Protection from MPTP‐induced neurotoxicity in differentiating mouse N2a neuroblastoma cells

We have shown previously that subcytotoxic concentrations of MPTP (1‐methyl‐4‐phenyl‐1,2,3,6‐tetrahydropyridine) inhibit axon outgrowth and are associated with increased neurofilament heavy chain (NF‐H) phosphorylation in differentiating mouse N2a neuroblastoma cells while higher doses (> 100 µ m ) cause cell death. In this work we assessed the ability of potential neuroprotective agents to alleviate both MPTP‐induced cell death (cytotoxicity) and MPTP‐induced NF‐H phosphorylation/reduction in axon outgrowth (neurotoxicity) in N2a cells induced to differentiate by dbcAMP. The neurotoxic effects of MPTP occurred in the absence of significant alterations in energy status or mitochondrial membrane potential.
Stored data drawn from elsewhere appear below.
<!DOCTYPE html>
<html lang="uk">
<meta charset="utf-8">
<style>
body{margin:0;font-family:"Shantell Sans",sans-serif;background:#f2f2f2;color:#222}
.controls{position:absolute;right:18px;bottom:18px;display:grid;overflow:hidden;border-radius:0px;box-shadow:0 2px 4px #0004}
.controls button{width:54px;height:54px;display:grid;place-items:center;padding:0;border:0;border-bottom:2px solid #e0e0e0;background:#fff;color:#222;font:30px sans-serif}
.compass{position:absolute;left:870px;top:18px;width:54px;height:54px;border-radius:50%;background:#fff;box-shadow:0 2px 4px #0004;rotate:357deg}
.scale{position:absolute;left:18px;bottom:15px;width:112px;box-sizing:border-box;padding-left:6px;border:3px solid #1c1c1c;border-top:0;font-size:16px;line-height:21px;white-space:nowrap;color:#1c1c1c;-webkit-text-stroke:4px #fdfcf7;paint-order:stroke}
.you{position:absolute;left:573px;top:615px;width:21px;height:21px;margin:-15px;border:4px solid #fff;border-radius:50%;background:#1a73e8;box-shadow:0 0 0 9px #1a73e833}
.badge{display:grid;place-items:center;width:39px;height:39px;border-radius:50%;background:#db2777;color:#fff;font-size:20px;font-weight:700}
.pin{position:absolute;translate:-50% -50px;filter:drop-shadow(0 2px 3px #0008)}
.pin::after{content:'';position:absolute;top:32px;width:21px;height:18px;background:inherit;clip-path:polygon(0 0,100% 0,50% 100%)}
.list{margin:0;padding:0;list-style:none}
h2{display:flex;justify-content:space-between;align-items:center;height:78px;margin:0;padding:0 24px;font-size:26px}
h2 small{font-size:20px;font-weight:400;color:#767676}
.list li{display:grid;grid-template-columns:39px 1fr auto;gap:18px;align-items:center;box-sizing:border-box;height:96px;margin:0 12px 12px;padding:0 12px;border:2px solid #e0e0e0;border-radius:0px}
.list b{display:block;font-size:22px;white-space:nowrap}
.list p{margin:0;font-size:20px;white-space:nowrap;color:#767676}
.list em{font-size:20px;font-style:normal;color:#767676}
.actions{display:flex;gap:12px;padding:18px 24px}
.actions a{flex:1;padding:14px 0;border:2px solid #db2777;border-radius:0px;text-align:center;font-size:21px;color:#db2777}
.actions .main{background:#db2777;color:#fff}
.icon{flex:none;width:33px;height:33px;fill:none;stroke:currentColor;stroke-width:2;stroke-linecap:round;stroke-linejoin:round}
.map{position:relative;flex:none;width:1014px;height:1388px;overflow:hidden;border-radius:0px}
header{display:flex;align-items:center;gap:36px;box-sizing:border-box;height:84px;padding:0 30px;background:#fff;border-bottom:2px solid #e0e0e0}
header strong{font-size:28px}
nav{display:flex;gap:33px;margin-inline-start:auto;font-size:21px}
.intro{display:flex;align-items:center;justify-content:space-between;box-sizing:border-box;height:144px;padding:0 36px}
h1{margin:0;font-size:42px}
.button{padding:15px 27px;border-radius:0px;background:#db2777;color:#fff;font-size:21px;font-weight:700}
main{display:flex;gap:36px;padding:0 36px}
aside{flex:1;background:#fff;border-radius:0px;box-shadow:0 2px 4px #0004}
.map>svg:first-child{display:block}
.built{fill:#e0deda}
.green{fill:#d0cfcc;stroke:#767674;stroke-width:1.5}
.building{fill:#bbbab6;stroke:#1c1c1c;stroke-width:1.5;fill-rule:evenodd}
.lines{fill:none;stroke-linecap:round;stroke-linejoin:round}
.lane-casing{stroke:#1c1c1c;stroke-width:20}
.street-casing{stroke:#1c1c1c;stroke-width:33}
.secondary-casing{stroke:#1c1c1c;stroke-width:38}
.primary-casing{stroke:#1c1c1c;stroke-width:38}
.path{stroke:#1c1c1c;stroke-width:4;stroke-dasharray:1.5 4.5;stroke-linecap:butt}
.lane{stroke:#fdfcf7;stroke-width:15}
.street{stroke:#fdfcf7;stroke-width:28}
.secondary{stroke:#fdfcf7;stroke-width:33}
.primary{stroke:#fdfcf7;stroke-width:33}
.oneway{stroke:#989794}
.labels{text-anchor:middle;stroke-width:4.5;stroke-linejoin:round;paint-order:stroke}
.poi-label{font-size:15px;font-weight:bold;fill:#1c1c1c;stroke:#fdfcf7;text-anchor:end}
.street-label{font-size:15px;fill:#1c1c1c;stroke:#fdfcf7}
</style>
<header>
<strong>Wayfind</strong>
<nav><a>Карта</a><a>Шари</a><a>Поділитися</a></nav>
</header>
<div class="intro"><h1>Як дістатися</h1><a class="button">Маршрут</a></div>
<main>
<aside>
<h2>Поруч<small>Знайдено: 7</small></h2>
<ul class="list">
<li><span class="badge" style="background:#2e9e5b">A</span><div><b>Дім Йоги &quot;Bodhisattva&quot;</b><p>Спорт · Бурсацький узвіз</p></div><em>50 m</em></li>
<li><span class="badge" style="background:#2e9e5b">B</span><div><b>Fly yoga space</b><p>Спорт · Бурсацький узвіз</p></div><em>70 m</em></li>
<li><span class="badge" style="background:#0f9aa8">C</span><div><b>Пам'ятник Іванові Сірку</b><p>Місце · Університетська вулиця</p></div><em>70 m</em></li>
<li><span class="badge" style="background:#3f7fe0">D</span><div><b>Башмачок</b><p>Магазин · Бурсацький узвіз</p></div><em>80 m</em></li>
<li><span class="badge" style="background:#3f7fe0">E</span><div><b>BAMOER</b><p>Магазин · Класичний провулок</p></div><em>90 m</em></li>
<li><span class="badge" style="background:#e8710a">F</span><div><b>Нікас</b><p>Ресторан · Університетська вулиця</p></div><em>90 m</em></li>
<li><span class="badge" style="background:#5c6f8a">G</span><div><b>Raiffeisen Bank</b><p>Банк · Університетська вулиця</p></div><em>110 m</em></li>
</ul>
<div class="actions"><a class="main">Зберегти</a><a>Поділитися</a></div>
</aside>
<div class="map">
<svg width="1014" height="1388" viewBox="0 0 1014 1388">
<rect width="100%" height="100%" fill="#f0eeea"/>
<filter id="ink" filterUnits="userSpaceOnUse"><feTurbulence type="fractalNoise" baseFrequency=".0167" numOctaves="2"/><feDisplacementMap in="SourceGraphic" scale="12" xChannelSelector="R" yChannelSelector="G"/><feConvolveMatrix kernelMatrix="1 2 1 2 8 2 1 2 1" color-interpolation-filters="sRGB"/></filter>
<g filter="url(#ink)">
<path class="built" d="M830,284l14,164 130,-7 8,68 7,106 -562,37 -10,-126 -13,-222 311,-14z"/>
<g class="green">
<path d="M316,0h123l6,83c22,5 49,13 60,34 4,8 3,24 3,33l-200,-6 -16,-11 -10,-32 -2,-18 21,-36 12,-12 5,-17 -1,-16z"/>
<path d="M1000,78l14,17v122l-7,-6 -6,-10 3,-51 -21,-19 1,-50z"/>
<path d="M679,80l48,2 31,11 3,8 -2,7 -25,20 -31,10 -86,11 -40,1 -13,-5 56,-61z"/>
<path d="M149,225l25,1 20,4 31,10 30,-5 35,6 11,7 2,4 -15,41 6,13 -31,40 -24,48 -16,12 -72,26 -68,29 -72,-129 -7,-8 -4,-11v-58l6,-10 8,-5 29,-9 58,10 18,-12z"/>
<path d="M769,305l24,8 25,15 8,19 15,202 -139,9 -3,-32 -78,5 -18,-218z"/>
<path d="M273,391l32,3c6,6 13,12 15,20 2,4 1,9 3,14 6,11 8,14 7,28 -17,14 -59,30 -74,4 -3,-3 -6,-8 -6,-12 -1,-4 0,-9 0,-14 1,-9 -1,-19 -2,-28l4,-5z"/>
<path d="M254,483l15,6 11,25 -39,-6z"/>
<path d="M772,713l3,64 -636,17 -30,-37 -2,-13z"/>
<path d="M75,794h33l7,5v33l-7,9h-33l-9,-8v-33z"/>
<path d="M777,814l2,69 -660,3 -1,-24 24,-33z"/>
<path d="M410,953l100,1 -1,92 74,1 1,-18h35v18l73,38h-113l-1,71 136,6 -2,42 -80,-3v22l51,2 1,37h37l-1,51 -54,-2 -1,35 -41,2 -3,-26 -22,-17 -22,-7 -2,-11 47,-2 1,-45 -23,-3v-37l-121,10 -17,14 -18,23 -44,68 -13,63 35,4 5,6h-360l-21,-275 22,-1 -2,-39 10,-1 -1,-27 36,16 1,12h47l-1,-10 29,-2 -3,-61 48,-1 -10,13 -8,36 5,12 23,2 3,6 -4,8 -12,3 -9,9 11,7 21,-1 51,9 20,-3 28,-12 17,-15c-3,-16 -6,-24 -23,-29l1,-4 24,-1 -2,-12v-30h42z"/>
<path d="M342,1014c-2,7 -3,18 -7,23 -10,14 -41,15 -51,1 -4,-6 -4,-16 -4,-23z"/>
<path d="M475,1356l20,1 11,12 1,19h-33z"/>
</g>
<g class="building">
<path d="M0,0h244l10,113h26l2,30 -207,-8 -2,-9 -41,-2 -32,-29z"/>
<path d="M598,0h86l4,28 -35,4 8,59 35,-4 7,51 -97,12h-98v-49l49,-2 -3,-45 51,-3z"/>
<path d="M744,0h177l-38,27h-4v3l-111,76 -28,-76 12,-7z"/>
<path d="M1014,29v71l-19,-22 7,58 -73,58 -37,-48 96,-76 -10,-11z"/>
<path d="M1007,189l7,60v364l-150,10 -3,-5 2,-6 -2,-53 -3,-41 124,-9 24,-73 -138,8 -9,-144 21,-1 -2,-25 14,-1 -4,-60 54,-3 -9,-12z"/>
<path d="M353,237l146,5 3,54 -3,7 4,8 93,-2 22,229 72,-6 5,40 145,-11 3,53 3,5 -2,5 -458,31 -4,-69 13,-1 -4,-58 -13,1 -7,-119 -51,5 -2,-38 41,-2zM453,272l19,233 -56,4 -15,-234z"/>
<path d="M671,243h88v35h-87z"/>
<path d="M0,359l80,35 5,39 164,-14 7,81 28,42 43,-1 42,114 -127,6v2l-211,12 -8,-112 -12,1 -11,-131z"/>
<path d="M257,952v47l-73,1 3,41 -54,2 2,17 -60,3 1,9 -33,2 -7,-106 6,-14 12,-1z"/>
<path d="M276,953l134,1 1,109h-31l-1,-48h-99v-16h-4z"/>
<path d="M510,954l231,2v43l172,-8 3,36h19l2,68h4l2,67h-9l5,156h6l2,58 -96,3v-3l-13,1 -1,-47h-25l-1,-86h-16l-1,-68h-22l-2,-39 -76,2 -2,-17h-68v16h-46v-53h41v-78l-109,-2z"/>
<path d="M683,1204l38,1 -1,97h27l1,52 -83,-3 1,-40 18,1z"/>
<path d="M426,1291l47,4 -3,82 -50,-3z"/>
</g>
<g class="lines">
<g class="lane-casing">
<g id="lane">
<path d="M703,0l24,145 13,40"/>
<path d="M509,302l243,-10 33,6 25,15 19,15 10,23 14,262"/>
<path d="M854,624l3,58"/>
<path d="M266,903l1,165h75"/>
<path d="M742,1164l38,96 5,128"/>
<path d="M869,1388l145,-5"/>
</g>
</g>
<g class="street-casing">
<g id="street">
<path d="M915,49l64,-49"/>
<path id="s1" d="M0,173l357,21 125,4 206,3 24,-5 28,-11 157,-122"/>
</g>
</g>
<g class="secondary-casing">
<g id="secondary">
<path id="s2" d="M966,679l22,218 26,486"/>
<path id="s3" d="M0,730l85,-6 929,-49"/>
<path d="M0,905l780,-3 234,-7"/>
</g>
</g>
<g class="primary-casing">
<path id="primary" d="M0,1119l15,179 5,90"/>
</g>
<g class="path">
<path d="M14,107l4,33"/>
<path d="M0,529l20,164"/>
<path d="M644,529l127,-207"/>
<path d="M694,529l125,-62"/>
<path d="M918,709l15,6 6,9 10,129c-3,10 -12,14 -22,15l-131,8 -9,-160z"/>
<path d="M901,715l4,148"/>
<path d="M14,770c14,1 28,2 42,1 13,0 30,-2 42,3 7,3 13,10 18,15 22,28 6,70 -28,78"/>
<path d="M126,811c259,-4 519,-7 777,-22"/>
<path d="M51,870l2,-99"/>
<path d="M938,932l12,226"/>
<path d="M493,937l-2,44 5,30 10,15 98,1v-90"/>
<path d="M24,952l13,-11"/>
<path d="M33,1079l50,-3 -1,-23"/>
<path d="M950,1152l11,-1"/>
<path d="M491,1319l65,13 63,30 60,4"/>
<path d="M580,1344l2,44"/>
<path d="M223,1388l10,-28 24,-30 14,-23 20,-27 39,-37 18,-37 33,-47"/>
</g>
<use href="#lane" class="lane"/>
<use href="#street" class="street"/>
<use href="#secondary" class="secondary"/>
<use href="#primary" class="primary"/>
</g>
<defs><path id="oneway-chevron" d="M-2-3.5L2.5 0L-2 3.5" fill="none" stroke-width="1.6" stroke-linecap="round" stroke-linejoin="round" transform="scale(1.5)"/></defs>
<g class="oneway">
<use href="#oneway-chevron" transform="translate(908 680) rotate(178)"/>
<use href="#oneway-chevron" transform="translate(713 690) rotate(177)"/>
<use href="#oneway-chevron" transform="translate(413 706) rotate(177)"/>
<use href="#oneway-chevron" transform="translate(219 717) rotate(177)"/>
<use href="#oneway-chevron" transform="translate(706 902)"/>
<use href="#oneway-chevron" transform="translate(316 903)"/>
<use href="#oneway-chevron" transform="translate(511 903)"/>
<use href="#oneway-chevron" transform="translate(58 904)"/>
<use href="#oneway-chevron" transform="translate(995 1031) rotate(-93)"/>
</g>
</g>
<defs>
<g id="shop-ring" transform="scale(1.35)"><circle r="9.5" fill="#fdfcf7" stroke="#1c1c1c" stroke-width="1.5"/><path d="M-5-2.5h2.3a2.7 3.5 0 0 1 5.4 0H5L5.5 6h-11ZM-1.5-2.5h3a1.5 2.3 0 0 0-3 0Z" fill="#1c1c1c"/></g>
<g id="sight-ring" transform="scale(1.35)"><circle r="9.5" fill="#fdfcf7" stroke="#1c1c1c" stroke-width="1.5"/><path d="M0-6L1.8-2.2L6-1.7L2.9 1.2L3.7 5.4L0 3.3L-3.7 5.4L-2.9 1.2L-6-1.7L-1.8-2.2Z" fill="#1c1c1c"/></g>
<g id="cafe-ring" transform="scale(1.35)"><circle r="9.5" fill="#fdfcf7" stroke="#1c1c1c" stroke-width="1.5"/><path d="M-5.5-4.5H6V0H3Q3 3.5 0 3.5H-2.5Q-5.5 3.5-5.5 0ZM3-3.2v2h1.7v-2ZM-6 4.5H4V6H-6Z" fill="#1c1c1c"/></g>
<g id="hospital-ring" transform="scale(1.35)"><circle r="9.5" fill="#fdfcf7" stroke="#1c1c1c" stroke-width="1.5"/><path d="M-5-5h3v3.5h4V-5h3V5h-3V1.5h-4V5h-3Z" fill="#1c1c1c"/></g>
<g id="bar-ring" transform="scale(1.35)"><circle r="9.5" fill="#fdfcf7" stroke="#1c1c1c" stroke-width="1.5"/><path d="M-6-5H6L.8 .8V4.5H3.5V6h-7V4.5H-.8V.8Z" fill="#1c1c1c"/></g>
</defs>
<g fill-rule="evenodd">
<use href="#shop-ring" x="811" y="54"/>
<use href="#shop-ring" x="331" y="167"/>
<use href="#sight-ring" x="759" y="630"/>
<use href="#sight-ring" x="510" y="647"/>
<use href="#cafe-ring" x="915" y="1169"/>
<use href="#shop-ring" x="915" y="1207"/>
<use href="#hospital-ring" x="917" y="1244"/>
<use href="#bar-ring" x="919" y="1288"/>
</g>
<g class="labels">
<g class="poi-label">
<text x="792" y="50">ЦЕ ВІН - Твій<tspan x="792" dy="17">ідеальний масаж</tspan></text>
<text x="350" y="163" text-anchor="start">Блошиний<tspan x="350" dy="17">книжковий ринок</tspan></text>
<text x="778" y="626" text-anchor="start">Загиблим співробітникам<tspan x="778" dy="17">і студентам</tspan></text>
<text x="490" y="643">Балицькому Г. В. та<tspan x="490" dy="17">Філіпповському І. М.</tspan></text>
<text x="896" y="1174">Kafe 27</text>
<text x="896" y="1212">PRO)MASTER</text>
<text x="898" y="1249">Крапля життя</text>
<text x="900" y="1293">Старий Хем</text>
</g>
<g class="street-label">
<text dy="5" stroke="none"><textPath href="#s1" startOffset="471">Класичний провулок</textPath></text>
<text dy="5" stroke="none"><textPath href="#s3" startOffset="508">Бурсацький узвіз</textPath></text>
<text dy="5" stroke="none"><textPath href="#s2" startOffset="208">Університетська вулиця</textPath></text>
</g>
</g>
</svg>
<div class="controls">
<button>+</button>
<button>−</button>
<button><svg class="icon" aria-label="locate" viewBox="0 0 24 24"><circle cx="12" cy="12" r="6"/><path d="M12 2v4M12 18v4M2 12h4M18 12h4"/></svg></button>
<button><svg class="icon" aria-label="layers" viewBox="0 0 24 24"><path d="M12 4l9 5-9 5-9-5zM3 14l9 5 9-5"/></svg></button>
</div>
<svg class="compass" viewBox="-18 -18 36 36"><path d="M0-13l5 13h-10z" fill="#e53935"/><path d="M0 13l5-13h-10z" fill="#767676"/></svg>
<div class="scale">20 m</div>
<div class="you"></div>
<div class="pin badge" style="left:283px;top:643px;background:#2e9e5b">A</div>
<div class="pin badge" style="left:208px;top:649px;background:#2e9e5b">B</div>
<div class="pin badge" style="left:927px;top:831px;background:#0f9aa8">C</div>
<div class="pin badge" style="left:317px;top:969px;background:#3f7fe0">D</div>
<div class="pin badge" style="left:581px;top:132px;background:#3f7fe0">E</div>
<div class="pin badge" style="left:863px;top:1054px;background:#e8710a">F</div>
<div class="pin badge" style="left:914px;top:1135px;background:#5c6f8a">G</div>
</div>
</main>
The hormone oestradiol (100 µ m ) reduced the cytotoxic effect of MPTP, but blocked di‐butyryl cyclic AMP (dbcAMP)‐induced differentiation, i.e. axon outgrowth. Both the cytotoxic and neurotoxic effects of MPTP were reduced by the monoamine osidase (MAO) inhibitors deprenyl and, to a lesser extent, clorgyline. Alleviation of both neurotoxicity and cytotoxicity was also achieved by conditioned medium derived from rat C6 glioma cells. In contrast, whilst the p38 MAP kinase inhibitor, SB202190, protected cells against MPTP‐induced neurotoxicity, it could not maintain cell viability at high MPTP exposures. In each case neuroprotection involved maintenance of the differentiating phenotype linked with attenuation of NF‐H hyper‐phosphorylation; the latter may represent a mechanism by which neuronal cells can moderate MPTP‐induced neurotoxicity. The use of a simplified neuronal cell model, which expresses subtle biochemical changes following neurotoxic insult, could therefore provide a valuable tool for the identification of potential neuroprotective agents.